Bond fund manager Bill Gross on Tuesday said he had bought $1.5 billion of municipal bonds on Friday at what he called "very attractive" prices that have risen "substantially" since then.
The $2.6 trillion municipal bond market has become a bargain-hunter's delight, because hedge funds and other players that use leverage were forced to sell billions of dollars of bonds last week. February recorded the municipal bond market's worst-ever performance, according to Merrill Lynch indices.
Gross, who manages the $120 billion Pimco Total Return Fund, responded to Reuters in an email. He declined to provide the average yields he paid.
"We bought $1.5 billion on Friday at very attractive prices that have since improved substantially."
Hedge funds and so-called tender option bond programs, which make money by buying long-term municipal debt and financing it with short-term paper, have faced a double-whammy of issues.
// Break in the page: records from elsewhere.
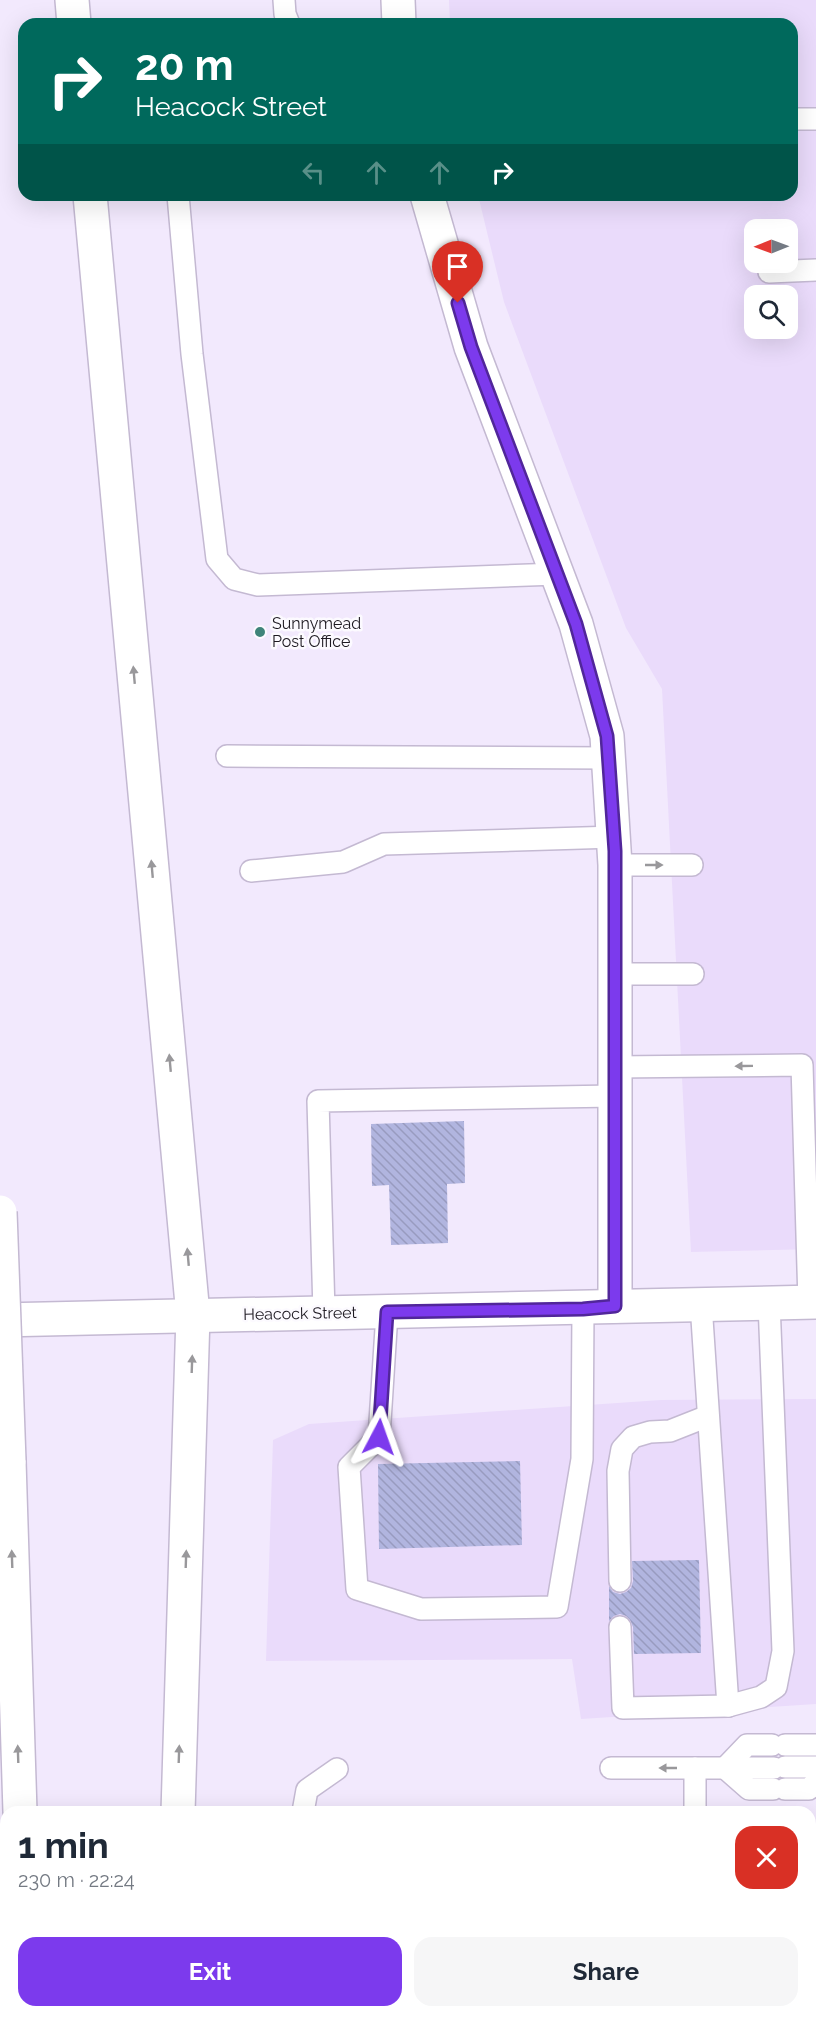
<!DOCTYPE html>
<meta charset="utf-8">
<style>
body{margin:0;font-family:Raleway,sans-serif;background:#f6f6f7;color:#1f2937;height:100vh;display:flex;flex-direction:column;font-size:22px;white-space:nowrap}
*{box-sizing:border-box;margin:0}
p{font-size:20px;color:#747a83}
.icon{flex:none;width:33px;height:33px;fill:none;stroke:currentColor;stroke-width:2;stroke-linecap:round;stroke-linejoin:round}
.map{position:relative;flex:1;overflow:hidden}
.sheet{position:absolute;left:0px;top:1806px;width:816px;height:212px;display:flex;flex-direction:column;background:#fff;border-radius:18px 18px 0 0;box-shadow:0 6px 24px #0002}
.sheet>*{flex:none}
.guide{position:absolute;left:18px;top:18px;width:780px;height:183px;border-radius:18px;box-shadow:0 6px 24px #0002;background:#00695c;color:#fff;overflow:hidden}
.needle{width:39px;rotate:269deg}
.fabs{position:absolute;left:744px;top:219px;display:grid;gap:12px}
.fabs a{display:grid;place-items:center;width:54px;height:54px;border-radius:12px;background:#fff;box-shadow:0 6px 24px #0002;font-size:30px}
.pin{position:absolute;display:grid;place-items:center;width:51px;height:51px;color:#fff;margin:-62px -26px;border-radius:50% 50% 50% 0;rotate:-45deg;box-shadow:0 0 6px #0007}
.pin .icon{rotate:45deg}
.me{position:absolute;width:66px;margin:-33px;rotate:4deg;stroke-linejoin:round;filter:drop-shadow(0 0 4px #0008)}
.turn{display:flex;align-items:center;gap:21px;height:126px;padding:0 18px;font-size:27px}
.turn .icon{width:78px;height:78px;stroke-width:2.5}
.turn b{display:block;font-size:42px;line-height:51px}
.lanes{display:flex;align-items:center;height:57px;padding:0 18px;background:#0003;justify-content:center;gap:30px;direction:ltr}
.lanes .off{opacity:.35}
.round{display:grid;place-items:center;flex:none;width:63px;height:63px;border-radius:18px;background:#f6f6f7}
.headline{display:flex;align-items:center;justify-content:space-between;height:102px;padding:0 18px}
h1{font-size:36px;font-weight:700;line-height:45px}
.button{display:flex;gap:12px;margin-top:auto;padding:12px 18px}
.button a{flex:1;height:69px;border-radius:18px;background:#7c3aed;color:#fff;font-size:24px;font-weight:700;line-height:69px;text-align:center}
.button a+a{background:#f6f6f7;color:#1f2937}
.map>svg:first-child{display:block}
.built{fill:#eadbfb;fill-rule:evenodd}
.building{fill:url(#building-back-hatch)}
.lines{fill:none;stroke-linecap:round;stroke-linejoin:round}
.lane-casing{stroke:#c4b9d2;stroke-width:24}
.street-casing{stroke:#c4b9d2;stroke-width:36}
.secondary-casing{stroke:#c4b9d2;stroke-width:36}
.highway-casing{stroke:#c4b9d2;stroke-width:36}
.lane{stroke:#fff;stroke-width:21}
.street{stroke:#fff;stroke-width:33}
.secondary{stroke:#fff;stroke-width:33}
.highway{stroke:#fff;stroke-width:33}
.highway-bridge-casing{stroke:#c4b9d2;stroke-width:36;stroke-linecap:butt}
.highway-bridge{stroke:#fff;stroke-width:33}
.oneway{fill:#99989b}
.route-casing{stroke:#51269a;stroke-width:15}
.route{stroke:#7c3aed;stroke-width:10}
.poi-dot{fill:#3f847a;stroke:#fcfaff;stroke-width:2}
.labels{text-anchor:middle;stroke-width:5;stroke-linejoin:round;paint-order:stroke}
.poi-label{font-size:16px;fill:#1d1921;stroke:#fcfaff;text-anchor:start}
.street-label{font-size:16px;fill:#1d1921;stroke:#fcfaff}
</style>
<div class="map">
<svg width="816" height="2017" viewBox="0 0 816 2017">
<defs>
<pattern id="building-back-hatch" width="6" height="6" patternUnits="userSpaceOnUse" patternTransform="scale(1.5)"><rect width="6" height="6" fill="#b1b5df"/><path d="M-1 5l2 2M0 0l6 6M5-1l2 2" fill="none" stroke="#989bbf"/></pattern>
</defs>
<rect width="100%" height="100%" fill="#f2e9fd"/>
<g class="built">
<path d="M 449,0 L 816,0 L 816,1249 L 691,1252 L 662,689 L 626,628 L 504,302 L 478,195 L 792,195 L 792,24 L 450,24 ZM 754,230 L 788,230 L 788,262 L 754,262 ZM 754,296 L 788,296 L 788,328 L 754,328 Z"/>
<path d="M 816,1399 L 816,1704 L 581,1719 L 572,1659 L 266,1661 L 273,1440 L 309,1424 L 661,1400 Z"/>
</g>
<g class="building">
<path d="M 464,1121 L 465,1183 L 447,1184 L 448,1243 L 391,1245 L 389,1185 L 372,1186 L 371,1124 Z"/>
<path d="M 520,1461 L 522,1545 L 379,1549 L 378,1464 Z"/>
<path d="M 699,1560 L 701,1653 L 634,1654 L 633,1627 L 630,1620 L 626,1616 L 620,1614 L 614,1616 L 609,1621 L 609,1586 L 613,1592 L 620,1594 L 626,1592 L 631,1588 L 633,1581 L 632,1561 Z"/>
</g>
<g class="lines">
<defs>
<g id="lane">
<path d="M 284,0 L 285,14 L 289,24"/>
<path d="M 792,119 L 816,119"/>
<path d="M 178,195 L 192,354 L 217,559 L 234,579 L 258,585 L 557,574"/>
<path d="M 769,272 L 816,270"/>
<path d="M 227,756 L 609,758"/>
<path d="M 615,865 L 692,865"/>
<path d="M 251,871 L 343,862 L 384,844 L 615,837"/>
<path d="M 615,974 L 693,974"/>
<path d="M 615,1067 L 802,1065 L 809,1302"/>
<path d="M 701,1304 L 728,1706"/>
<path d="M 324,1312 L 318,1101 L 615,1096"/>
<path d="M 387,1313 L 379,1437 L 349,1467 L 357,1589 L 421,1609 L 557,1607 L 582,1459 L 583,1309"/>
<path d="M 620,1581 L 618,1471 L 622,1449 L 633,1437 L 650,1432 L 670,1431 L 708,1416"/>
<path d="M 620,1627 L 623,1708 L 728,1706 L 761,1697 L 776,1687 L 783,1651 L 769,1303"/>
<path d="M 785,1745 L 816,1745"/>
<path d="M 785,1767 L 816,1767"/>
<path d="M 611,1768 L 774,1768"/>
<path d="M 695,1768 L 695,1812"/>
<path d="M 725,1768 L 749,1789 L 773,1789"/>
<path d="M 725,1768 L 747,1745 L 772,1745"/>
<path d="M 785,1789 L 809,1789 L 816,1782"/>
<path d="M 303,1812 L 307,1790 L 337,1769"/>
<path d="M 810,1907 L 816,1906"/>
</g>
<g id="street">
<path d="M 398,0 L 399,24"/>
<path d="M 427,195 L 471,347 L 576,624 L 607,736 L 615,865 L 615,1306"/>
</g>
<path id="secondary" d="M 0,1320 L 816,1302"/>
<g id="highway">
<path d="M 72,0 L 74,24"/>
<path d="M 90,195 L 193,1315 L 178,1812"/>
<path d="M 9,1461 L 20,1812"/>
<path d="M 27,2012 L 27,2017"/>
<path d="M 171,2017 L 171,2012"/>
</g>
</defs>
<use href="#lane" class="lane-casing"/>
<use href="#street" class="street-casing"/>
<use href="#secondary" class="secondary-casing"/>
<use href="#highway" class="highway-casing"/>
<use href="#lane" class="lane"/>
<use href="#street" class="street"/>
<use href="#secondary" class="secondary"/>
<use href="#highway" class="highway"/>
<defs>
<path id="highway-bridge" d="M 0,1212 L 9,1461"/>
</defs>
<use href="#highway-bridge" class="highway-bridge-casing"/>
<use href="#highway-bridge" class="highway-bridge"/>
</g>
<defs><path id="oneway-solid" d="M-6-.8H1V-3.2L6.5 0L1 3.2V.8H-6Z" transform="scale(1.5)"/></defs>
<g class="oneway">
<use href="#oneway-solid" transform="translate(134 675) rotate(-95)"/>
<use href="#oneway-solid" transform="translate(654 865)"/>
<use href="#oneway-solid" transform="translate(152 869) rotate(-95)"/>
<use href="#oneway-solid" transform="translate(170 1063) rotate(-95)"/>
<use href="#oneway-solid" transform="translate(744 1066) rotate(179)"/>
<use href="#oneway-solid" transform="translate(188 1257) rotate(-95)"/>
<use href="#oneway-solid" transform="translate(192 1364) rotate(-88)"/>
<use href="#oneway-solid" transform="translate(12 1559) rotate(-92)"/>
<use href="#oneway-solid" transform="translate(186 1559) rotate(-88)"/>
<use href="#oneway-solid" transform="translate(18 1754) rotate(-92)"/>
<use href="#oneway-solid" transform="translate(179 1754) rotate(-88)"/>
<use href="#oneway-solid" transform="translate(668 1768) rotate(-180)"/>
</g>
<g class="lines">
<defs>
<path id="route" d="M 379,1437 L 387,1312 L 583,1309 L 615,1306 L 615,851 L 607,736 L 576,624 L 471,347 L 458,303"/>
</defs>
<use href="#route" class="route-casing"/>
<use href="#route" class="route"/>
</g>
<circle class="poi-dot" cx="260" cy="632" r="6"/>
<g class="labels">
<g class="poi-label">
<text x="272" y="629">Sunnymead<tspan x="272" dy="18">Post Office</tspan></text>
</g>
<g class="street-label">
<text transform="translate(300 1313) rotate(-1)" y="6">Heacock Street</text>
</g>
</g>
</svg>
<div class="fabs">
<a><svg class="needle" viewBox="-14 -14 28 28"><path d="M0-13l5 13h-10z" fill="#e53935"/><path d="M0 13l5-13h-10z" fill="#747a83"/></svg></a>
<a><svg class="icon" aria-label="search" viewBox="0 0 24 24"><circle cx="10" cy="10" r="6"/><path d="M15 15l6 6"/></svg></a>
</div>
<div class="pin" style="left:458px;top:303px;background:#d93025"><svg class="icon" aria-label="arrive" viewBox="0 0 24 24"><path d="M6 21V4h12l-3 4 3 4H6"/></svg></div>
<svg class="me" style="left:379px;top:1437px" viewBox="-20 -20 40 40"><path d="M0-17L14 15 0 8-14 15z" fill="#7c3aed" stroke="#fff" stroke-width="4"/></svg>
<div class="guide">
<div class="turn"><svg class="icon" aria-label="right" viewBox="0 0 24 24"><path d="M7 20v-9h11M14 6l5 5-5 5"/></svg><div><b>20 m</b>Heacock Street</div></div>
<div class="lanes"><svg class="icon off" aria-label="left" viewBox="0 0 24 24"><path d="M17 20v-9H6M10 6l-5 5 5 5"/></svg><svg class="icon off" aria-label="ahead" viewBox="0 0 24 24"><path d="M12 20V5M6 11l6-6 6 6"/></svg><svg class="icon off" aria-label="ahead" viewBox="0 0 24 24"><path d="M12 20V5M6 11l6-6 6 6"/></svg><svg class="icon" aria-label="right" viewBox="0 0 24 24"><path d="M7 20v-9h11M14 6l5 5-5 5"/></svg></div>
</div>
<section class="sheet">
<div class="headline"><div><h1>1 min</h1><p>230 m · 22:24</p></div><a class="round" style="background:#d93025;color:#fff"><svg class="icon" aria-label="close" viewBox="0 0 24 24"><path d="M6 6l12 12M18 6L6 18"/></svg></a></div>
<div class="button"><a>Exit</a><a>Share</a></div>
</section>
</div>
Short-term borrowing costs have spiked as investors unloaded paper backed by troubled bond insurers, swamping dealers. And the value of long-term municipal bonds plunged as investors fled debt that was seen as tainted because it was backed by an insurer no longer deemed credit-worthy because of its expansion into the subprime mortgage sector.
Retail investors, who often are viewed as slow-footed, have also leaped into the market.
For example, California on Monday sold 70 percent of the $1.75 billion of bonds it is selling to individuals, an extraordinarily high amount.
Issuers often are happy if they place just 15 to 20 percent of their bonds with individuals. A spokesman for California's treasurer said this was unprecedented demand, and the state ended the retail presale period early because it wanted to preserve some of its new bonds for institutions.